Эффектно, да. Но как это относится к несчастным челнокам?
— Челнокам? Можно и так сказать. Читай.
Полковник достает ту самую газету, которую мне уже предлагали — в поезде.
«По подозрению в совершении двойного убийства, — читаю я, — разыскивается уроженец Петрозаводска…» — и фотография Толи, с усами. Здесь он смеется, застолье. Убиты мужчина с подростком, девочкой. Пустили к себе Толю жить.
Очень тупо: мужчина жил вдвоем с дочкой, продал квартиру, чтобы переехать в меньшую, Толя вызвал товарища… Да, понимаю, Серый, Сергей.
— Нет, не Сергей, — говорит полковник. — Серый — от фамилии. Которая в интересах следствия не разглашается.
Я с трудом складываю газету, возвращаю ее полковнику, руки у меня дрожат, и голос дрожит.
— Извините, товарищ полковник, — все-таки произношу я, — но желтая, да и любая пресса — не доказательство. Это, простите, неубедительно.
— А ты что — суд присяжных, чтоб тебя убеждать?
Он сказал это так, что я понял: в газете написана правда.

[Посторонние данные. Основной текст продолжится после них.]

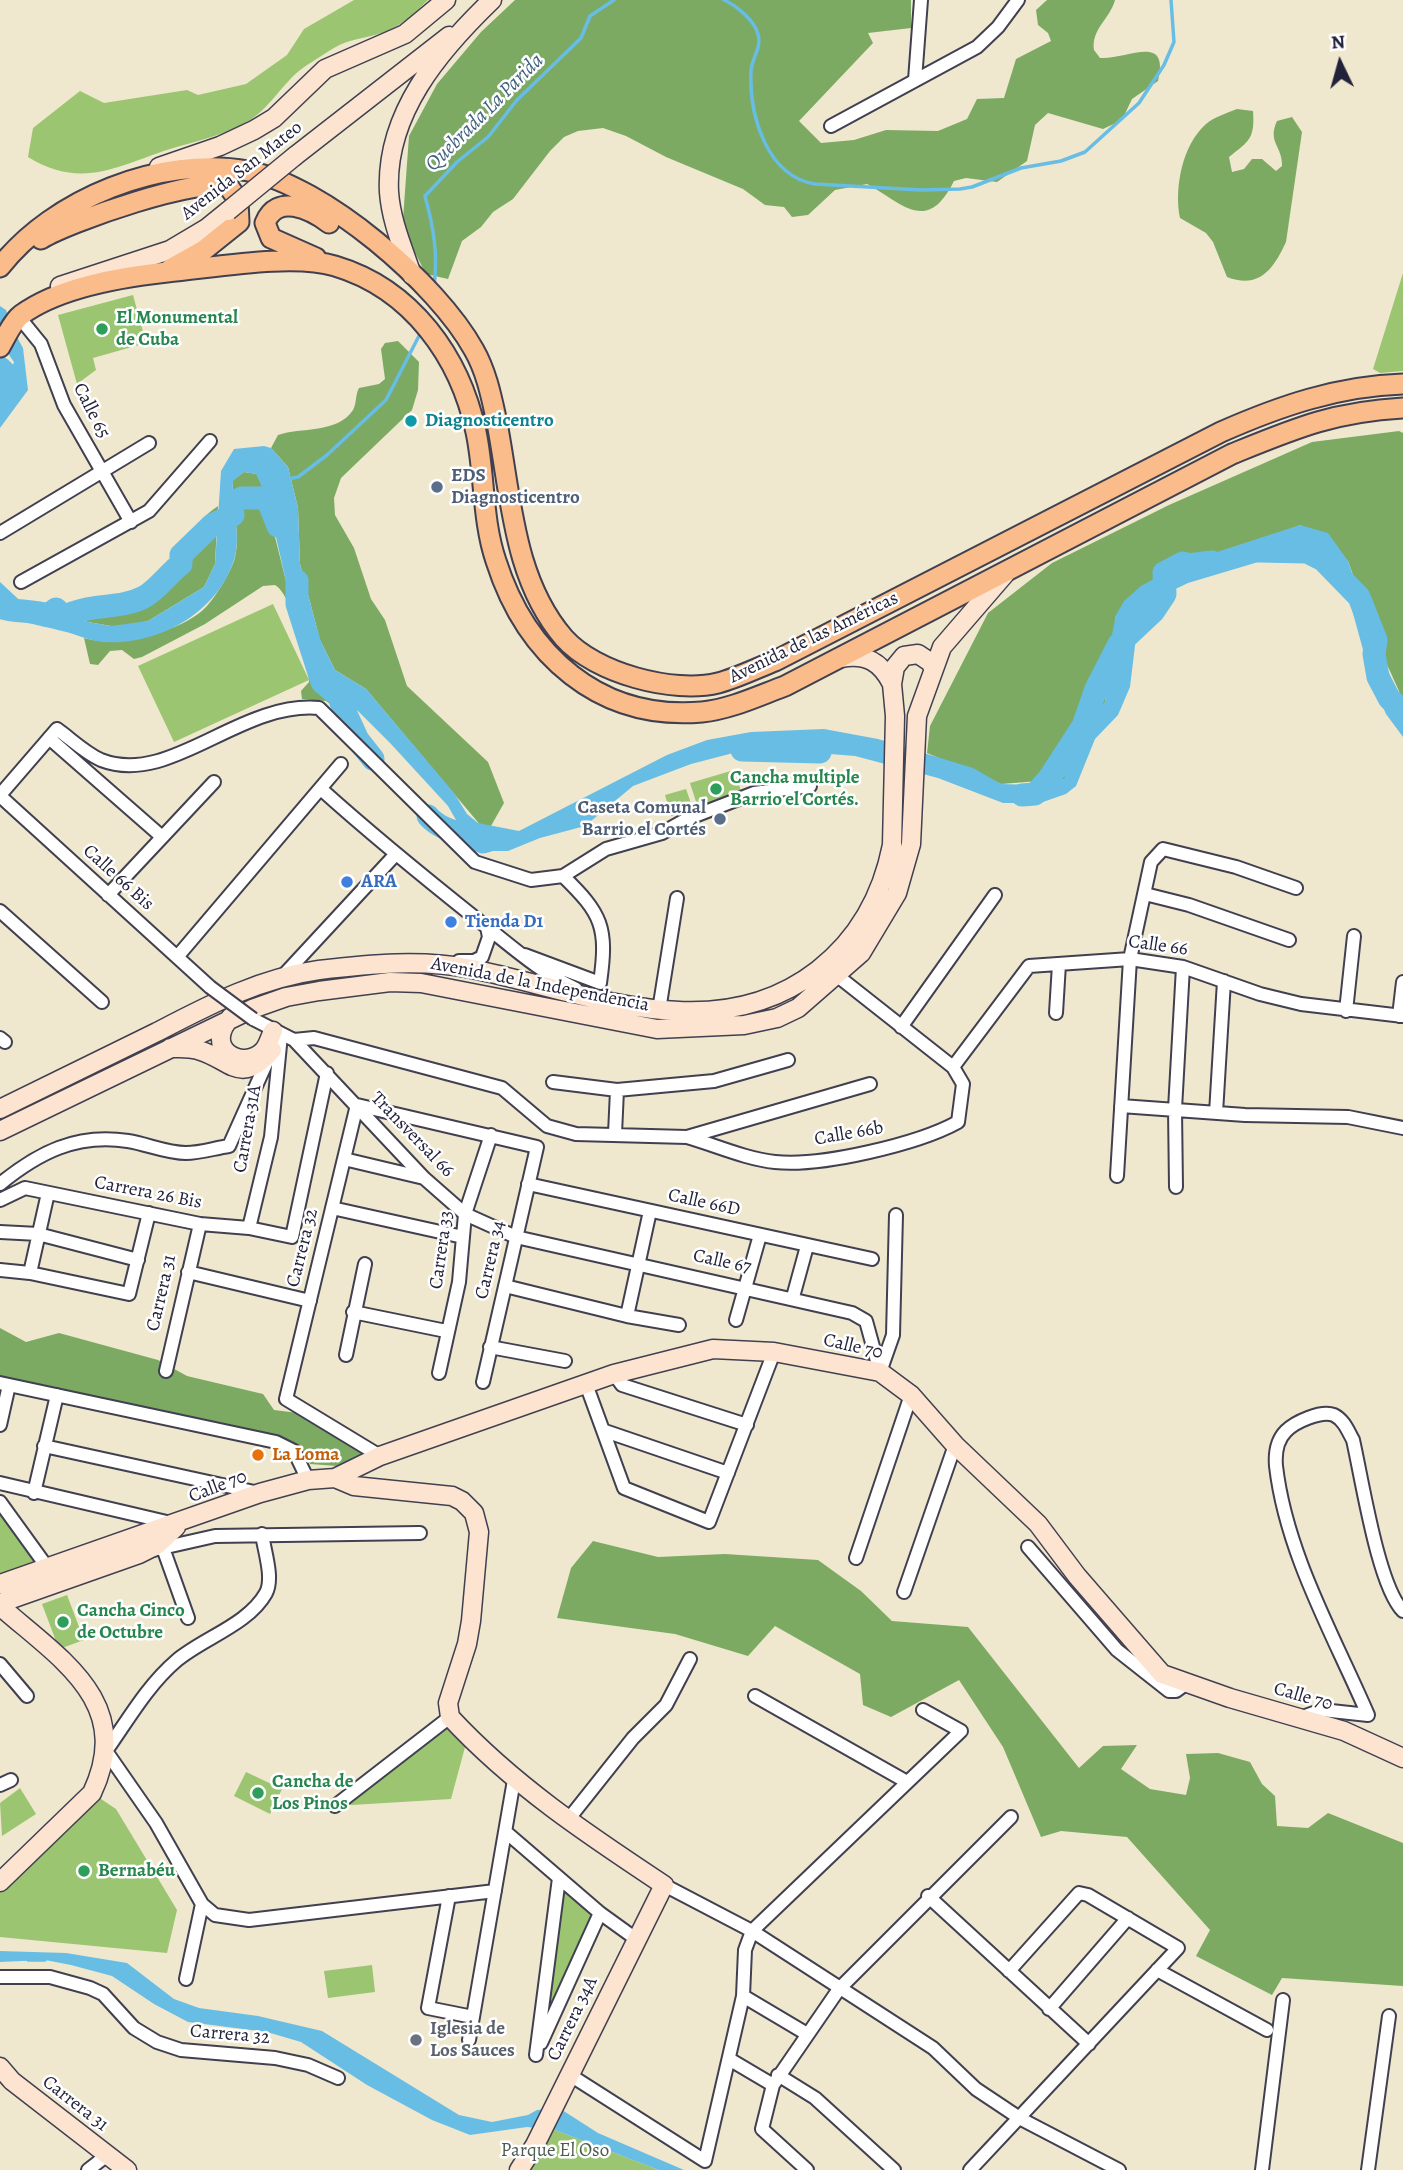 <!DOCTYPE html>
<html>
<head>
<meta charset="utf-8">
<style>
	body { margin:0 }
	#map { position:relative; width:1403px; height:2170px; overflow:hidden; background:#efe8ce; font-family:Alegreya,serif }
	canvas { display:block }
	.north { position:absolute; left:1305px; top:28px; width:70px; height:70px; -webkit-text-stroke:5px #fff; paint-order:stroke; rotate:355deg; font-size:19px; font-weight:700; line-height:28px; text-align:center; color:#22223b }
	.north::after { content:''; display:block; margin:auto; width:24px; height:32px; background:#22223b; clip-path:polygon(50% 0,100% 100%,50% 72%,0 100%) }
</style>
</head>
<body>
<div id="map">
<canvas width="1403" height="2170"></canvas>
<div class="north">N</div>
</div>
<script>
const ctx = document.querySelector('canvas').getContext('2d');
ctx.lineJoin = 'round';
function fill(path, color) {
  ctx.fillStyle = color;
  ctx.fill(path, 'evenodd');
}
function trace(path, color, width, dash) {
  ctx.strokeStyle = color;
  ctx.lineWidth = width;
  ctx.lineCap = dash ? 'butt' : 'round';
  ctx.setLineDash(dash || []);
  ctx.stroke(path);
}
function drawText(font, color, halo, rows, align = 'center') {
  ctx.font = font + ' Alegreya,serif';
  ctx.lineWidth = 5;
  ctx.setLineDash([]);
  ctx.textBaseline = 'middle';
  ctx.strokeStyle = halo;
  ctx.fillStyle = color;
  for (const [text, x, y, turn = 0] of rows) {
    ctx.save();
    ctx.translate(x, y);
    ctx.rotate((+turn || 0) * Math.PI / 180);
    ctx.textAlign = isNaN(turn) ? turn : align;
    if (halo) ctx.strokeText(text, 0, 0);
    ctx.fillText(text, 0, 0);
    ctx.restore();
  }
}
const green = new Path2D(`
	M354,0H428C418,9 407,21 395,27C380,36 360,37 344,43C332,48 319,58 307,65C284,80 273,105 250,120C225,135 197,141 170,149C117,166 82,190 28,157L33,128L80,91L104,103L187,90L198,95L246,84L287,55L304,29Z
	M1403,273V371L1380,373L1373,369Z
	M133,295L146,343L93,358L96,370L77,384L58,315Z
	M273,604L309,680L174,742L138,666Z
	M734,770L742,794L698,808L690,783Z
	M686,789L693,809L671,816L665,795Z
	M0,1502L47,1567L0,1584Z
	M67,1595L84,1640L59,1649L42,1604Z
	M450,1717L468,1736L451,1799L335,1806Z
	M246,1772L282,1789L270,1814L234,1796Z
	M20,1788L36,1814L2,1836L0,1803Z
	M92,1793L116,1809L177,1910L167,1953L0,1937V1882Z
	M559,1878L600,1913L536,2055Z
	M372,1965L375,1992L328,1998L324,1971Z
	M543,2129L555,2130L659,2170H519Z`);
const forest = new Path2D(`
	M515,0H911V28L868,33L873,43L799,121L821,143L854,140L886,130L938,131L967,119L977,99L1004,98L1016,59L1051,41L1048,33L1038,25L1036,10L1047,0H1115C1110,19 1091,29 1094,50L1100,58C1126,60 1170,32 1158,81L1132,99L1122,120L1103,129L1048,113L1035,125L1027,161L997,182L966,178L954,181C927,236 901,202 867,184L835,190L808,215L792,217L784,207L765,205L743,189L666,157L626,136L603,128L578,131L564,137L550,151L513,199L493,212L481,227L462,241L448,279L426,274L412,247L403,219L409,136L437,84L481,32Z
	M1237,109L1253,111C1255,139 1249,141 1229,157L1232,172L1244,169L1252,159H1262L1276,171L1282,166C1283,147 1267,142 1277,121L1292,117L1302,132L1286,242C1273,270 1259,289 1227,277L1213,242L1206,233L1180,218C1174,189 1182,145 1206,124C1214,117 1227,113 1237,109Z
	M398,341L419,362L418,390L412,410L341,478L334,498L335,515L354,548L371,599L385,620L407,686L488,762L504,803L487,833L366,689L335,670L320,640L300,564L298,508L288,467L271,448L278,435C301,427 337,434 353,410C357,403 355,395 359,388L379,384L385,379L381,349L385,343Z
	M1399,431L1403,433V700L1376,640L1348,561L1300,525L1116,615L1105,702L1065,779L1001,784L927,753L930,726L988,613L1052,563L1169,505L1312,442Z
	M244,472L257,474L261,481L286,581L297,604L306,638L322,679L331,692L344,700L337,709L326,701L302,699L301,691L309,682C310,663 291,593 275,585L263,586L205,624L142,657L134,659L122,650L110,651L98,665L90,664L84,638C117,648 182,632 206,607C216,596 229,575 234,561C242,536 231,506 233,480Z
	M218,506L215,564L204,587L148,621L127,626H111L48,615C64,599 89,609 110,605L120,613C193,600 167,539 218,506Z
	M0,1328L26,1342L59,1333L158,1360L187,1376L263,1394L274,1410L298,1413L366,1456L337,1466L310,1464L303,1452L283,1437L0,1377Z
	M593,1541L658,1557L725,1554L818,1560L861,1591L892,1621L968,1627L1079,1768L1103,1746L1137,1745L1121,1769L1150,1789L1186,1795L1190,1778L1186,1754L1218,1753L1250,1762L1262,1784L1275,1796L1277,1826L1308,1828L1328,1813L1403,1843V1986L1282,1978L1272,1995L1196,1956L1210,1930L1127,1837L1061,1831L1041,1837L1003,1747L959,1680L891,1717L863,1705L860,1674L775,1626L748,1656L675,1634L557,1618L571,1568Z`);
const water = new Path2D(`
	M0,306L6,310L12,328L23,348L28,390L0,428V400L14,362L0,342Z
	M264,446L271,448L288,467L298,508L300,564L320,640L335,670L366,689L454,793L467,814L478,823L519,831L667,755L707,740L751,732L824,729L878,739L973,768L1001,784L1032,785L1064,779L1072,744L1083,726L1105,702L1110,644L1116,615L1124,601L1141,586L1183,563L1300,525L1328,533L1348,561L1368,622L1403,707V737L1386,714L1371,679L1348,595L1323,560L1307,552L1285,554L1188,583L1165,594L1145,611L1137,629L1130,687L1118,715L1095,739L1076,786L1066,794L1040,803H1003L938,778L855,756L767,749L741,751L691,764L633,786L585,826L540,838L508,851H495L478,845L464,834L448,806L391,744L358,711L331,692L322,679L286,581L267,498L256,474L244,472L233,481C231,506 242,535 234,560C217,613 158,646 103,642C89,641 76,634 62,631C34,623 24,627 0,604V582L29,609L48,615L111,626L148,621L204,587L215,564L221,471L234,449Z
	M0,1951L66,1953L127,1963L174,1999L199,2008L258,2016L322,2031L459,2115L492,2122L528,2115L537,2110L559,2108L598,2133L684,2170H659L555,2130L527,2127L470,2135L432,2120L367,2085L301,2042L267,2032L188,2022L154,2004L112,1976L71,1965L45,1960L0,1962Z`);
const stream = new Path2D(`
	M724,0C737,6 754,20 758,34C762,48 752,57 751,71C749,114 766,176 815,184L921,190L960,189L972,187L1021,168L1061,161L1085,152L1139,103L1164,65L1174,42L1171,0
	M434,287C438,254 434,229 425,196L457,162L488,137L517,100L581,38L590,16L614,0
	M287,479L298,477L327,455L386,400L421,332
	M28,1960H45`);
const river = new Path2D(`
	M0,368L5,373L0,400
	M1259,551L1307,552L1323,560L1359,597L1376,640L1374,654L1378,677L1389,698L1403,712
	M297,581V604L322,682L344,700L341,703L358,740L373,759
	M0,607C10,612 33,610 48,615L56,609L64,617C88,603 119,610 144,597C157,590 169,573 181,564V555L212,525L233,515L231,503L242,498H267L278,526
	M742,750L820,752
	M1022,795L1035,794L1050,777L1083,726L1096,689L1119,644L1153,612L1165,594L1164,573L1183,563L1188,565L1212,562
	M428,816C442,832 463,833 483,842L490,840`);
const street = new Path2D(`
	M915,80L921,0
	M831,126L977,47L998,27L1018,0
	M19,317L41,344L64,405L131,522
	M0,533L149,443
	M21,582L149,511L210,441
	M49,738L161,836
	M321,789C372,835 425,878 479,921C514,948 535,969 576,989
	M0,795L57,729C71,739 85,753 101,760C170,787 239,701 319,708L475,862L531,880L563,876L606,849L662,833L687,819L754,793L810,786
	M0,796L210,987
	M1145,894L1189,905L1289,940
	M108,895L214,782
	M0,911L102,1002
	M525,955L600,983C608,927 602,914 563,876
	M177,957L341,764
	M459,961H474L482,957L489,937L487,927
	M281,978L395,855
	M659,1010L677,898
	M1346,1011L1354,936
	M1056,1013L1059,964
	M1399,1016L1403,982
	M253,1019L294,1040L314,1038L502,1088L547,1126L576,1134L687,1137L870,1084
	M901,1027L995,895
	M0,1038L5,1042
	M294,1040L424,1178L465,1214L516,1237L852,1313L866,1321L880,1372
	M953,1067L1029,966L1130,959L1183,967L1260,994L1301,1004L1403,1016
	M553,1082L617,1090L714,1081L788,1060
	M357,1105L537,1147L483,1382
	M357,1105L286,1399L380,1456
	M1121,1106L1245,1115L1348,1117L1403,1128
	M1216,1113L1224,981
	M615,1134L617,1090
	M687,1137C715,1145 746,1159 775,1162C821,1167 918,1144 958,1122L963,1084L953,1067L830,970
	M344,1159L424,1178
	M1117,1176L1130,959L1151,862L1163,849L1236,867L1296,888
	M0,1184C38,1153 76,1133 128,1141C147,1144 167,1153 186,1153C200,1153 215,1148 229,1146L269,1057
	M528,1184L872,1259
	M1176,1187L1175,1109L1183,967
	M0,1200L25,1188L200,1224L249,1228L292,1237L327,1073
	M332,1208L463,1237
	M249,1228L271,1137L281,1035
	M0,1232L38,1234L138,1260
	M0,1270L30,1273L129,1294L149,1213
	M188,1272L310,1301
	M30,1273L48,1193
	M505,1286L627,1316L679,1325
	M793,1297L807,1246
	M353,1312L446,1331
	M627,1316L650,1211
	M736,1320L760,1235
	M490,1347L565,1361
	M346,1355L365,1264
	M166,1371L200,1224
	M880,1372L893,1335L896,1215
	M439,1373L459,1282L465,1214L491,1135
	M614,1374L622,1385L747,1425
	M0,1383L276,1442L294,1451L308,1480
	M586,1384L624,1488L709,1522L774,1352
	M0,1425L9,1385
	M605,1431L728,1473
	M44,1446L259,1493
	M0,1483L171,1523
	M34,1493L57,1395
	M0,1502L47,1567
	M262,1534C264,1550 274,1578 266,1593C248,1625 203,1638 176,1661C147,1686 128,1720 106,1751L156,1823L202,1904L215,1915L249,1920L495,1891
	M1028,1547L1117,1650L1169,1691H1176L1187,1683
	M163,1548L188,1618
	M153,1550L215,1536L420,1533
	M856,1558L911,1395
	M904,1592L955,1445
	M0,1664L27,1696
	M755,1696L907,1782
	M1300,1718L1322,1710L1368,1715C1334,1636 1286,1553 1276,1466C1275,1454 1277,1440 1286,1431C1295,1422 1321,1410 1334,1415C1344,1420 1348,1431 1353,1440C1362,1479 1378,1586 1403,1611
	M0,1785L11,1780
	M335,1806L450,1717
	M567,1821L633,1738L666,1705L690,1659
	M507,1833L600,1913L636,1939
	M664,1885L752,1931L933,2048L976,2089L1021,2119L1119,2170
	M449,1896L428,2008L473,2017
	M928,1896L1089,2044
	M1157,1970L1267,2030
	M0,1977H50L90,1988L103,1994L134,2028L157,2042L181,2050L275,2058L308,2065L338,2078
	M186,1979L202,1904
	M743,1996L807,2034
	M1049,2009L1128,1918
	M469,2040L514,1780
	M541,2043L600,1913
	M536,2055L559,1878
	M729,2059L773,2085
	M570,2075L705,2161L743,1996L745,1950L752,1931L961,1731L923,1710
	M778,2075L815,2098L894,2170
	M88,2170L106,2156
	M807,2170L762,2129L773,2085L839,1989L1011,1817
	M970,2170L1178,1948L1088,1895L1079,1893L1009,1971
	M1262,2170L1283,2000
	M1368,2170L1389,2016`);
const secondary = new Path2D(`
	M295,156L449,36
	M159,167L220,146L254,130L274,118L325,69L405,34L446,0
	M412,275C403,248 391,221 389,192C385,114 439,51 492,0
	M60,286L170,250L207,228L228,211
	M841,658C866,653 881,662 892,684
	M231,1017C202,1048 242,1072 263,1051C268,1046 270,1037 273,1031
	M170,1048C179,1048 189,1047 198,1050C231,1059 239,1087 272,1050
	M0,1109C52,1083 105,1058 157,1032C209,1005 260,978 319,970C370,964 422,959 472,969C586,992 714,1051 818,970C859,938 882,896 892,845L895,716L892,684L895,667L904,656L918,654L930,662L934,669
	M0,1131L252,1009L286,997L319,991L390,982L421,983L657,1029L744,1025L777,1018L798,1008L861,953L897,893L911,844L917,716L942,647L1005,574
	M335,1478L354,1486L452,1496L462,1501L474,1513L479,1532L471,1621L467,1644L448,1703L450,1717C513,1785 587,1834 664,1885L535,2145L519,2170
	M0,1584L260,1493L308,1480L335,1478L380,1456L614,1374L713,1349L774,1352L880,1372L911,1395L955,1445L1038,1524L1077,1576L1162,1674L1230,1698L1344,1731L1403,1758
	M0,1603L139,1554L157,1545L176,1527
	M0,1606C60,1659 135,1702 92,1793L0,1882
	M0,2067L12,2081L127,2170`);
const primary = new Path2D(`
	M41,239C68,222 203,175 229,187L238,200L239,222L204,250L170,269
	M316,258L271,238L265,223C277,193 310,209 329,223
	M0,267C53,199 161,155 248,171C324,186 437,283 474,350C486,371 491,395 496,418C511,492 512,578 564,638C595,673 673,694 718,683C737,678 757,668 775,661L1221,432C1280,406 1338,386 1403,384
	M0,347C6,337 12,322 21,315C59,287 121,277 167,272C212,268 292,253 335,266C412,289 460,357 476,432C485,474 482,520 496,561C526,655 599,721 702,712C731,709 758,696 785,686L1232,454C1296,428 1333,412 1403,408`);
const streetBridge = new Path2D(`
	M210,987L253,1019`);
const secondaryBridge = new Path2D(`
	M228,211L295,156`);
const markers = [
	[102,329,7,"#2e9e5b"],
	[411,421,7,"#0f9aa8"],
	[437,487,7,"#5c6f8a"],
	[716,789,7,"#2e9e5b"],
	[720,819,7,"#5c6f8a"],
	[347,882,7,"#3f7fe0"],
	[451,922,7,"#3f7fe0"],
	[258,1455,7,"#e8710a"],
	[63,1622,7,"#2e9e5b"],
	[258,1793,7,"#2e9e5b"],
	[84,1871,7,"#2e9e5b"],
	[416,2040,7,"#6b7280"]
];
const streetNames = [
	["Avenida San Mateo",242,171,-38],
	["Calle 65",91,411,63],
	["Avenida de las Américas",814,638,-26],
	["Calle 66 Bis",118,878,42],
	["Calle 66",1158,946,8],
	["Avenida de la Independencia",540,985,11],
	["Carrera 31A",248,1129,-80],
	["Calle 66b",849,1134,-10],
	["Transversal 66",412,1135,46],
	["Carrera 26 Bis",148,1193,11],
	["Calle 66D",704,1203,12],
	["Carrera 32",303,1248,-76],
	["Carrera 33",442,1250,-82],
	["Carrera 34",491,1260,-77],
	["Calle 67",722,1262,12],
	["Carrera 31",162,1293,-77],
	["Calle 70",853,1347,13],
	["Calle 70",218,1487,-21],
	["Calle 70",1303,1697,16],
	["Carrera 34A",573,2019,-64],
	["Carrera 32",230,2035,5],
	["Carrera 31",75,2104,38]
];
const leisureNames = [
	["El Monumental",116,318],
	["de Cuba",116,340],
	["Cancha multiple",730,778],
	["Barrio el Cortés.",730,800],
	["Cancha Cinco",77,1611],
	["de Octubre",77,1633],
	["Cancha de",272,1782],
	["Los Pinos",272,1804],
	["Bernabéu",98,1871]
];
const cultureNames = [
	["Diagnosticentro",425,421]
];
const serviceNames = [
	["EDS",451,476],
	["Diagnosticentro",451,498],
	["Caseta Comunal",706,808,"right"],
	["Barrio el Cortés",706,830,"right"]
];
const shopNames = [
	["ARA",361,882],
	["Tienda D1",465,922]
];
const foodNames = [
	["La Loma",272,1455]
];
const worshipNames = [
	["Iglesia de",430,2029],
	["Los Sauces",430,2051]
];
const parkNames = [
	["Parque El Oso",555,2151]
];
const waterNames = [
	["Quebrada La Parida",485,113,-45]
];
fill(green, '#9bc571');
fill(forest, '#7caa63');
fill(water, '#68bde4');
trace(stream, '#68bde4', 3.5);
trace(river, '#68bde4', 23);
trace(street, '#414051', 16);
trace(secondary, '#414051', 21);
trace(primary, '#414051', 23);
trace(street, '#fff', 12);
trace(secondary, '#fde4d0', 18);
trace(primary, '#f9bc8a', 19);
trace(streetBridge, '#414051', 16, []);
trace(secondaryBridge, '#414051', 21, []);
trace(streetBridge, '#fff', 12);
trace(secondaryBridge, '#fde4d0', 18);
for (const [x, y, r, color] of markers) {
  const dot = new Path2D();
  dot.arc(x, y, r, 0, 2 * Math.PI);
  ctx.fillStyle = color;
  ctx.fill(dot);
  trace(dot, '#fff', 2.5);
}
drawText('19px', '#22223b', '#fff', streetNames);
drawText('bold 19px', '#27864d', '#fff', leisureNames, 'left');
drawText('bold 19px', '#0d838f', '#fff', cultureNames, 'left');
drawText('bold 19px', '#4e5e75', '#fff', serviceNames, 'left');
drawText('bold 19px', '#366cbe', '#fff', shopNames, 'left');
drawText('bold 19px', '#c56008', '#fff', foodNames, 'left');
drawText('bold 19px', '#5b616d', '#fff', worshipNames, 'left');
drawText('19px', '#4c5b4e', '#fff', parkNames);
drawText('italic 21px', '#3e607f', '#fff', waterNames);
</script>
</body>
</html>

Полковник достает несколько фотографий:
— Врач, говоришь? Ну, смотри.
Проходили мы судебную медицину, но это было другое. Мне стало нехорошо, и я этого не сумел скрыть.
— На, — налил мне воды. — Попей.
Как именно Толя с Серым их убивали, я рассказывать не буду. Есть вещи, которые вот точно никому знать не надо.
Объясняю полковнику: плохо спал, коньяк без закуски, ну, в общем…
— Ферштейн, — отвечает он.
— Зачем эти фотографии?
Для достоверности. Абонентов их здешних разговорить.
Вычислили убийц по телефонным звонкам из квартиры. Номера все фиксируются на АТС, я не знал. Кто-то один или оба звонили в Петрозаводск, и до преступления, и главное — после. Роуминг, экономили.
Они не сразу ушли, ночевали в квартире с трупами, это очень на меня подействовало. Когда умирает больной, то хочется — окна настежь и поскорей — из палаты, а эти… Да, ночь провели, может быть, даже две.
— Боже мой, — лепечу я, не соображая от страха, — я ночевал с убийцами! И спокойно спал! Ничего не чувствовал. Боже мой!
На полковника это не производит особого впечатления.
— Не думай о них, — говорит он. — Убийцы — средние люди.
Опять телефон, опять он больше слушает, чем отвечает, у меня снова пауза, и я этой паузе рад. Кладет трубку.
— Что тут? Смотрел? — Про сумки.
Нет, и в голову не пришло. Берет сумки, легко поднимает на стол. Очень сильный.
— Руками не трогай. А то придется пальчики откатать.
Электроника. Игровая приставка — для Серого, конечно. Открывает футляр.
— Это что?
— Флейта.
Девочка играла на флейте? Черт, мне опять дурно.
— Необязательно, все может быть из разных мест.
Шмотки. Даже шмотками не побрезговали! Нет, шмотки — иконы прикрыть.
— Иконы, — произносит полковник. — В Бога веришь? — Не дожидаясь моего ответа, говорит: — Теперь все верят. У нас даже еврейчики ходят с крестами.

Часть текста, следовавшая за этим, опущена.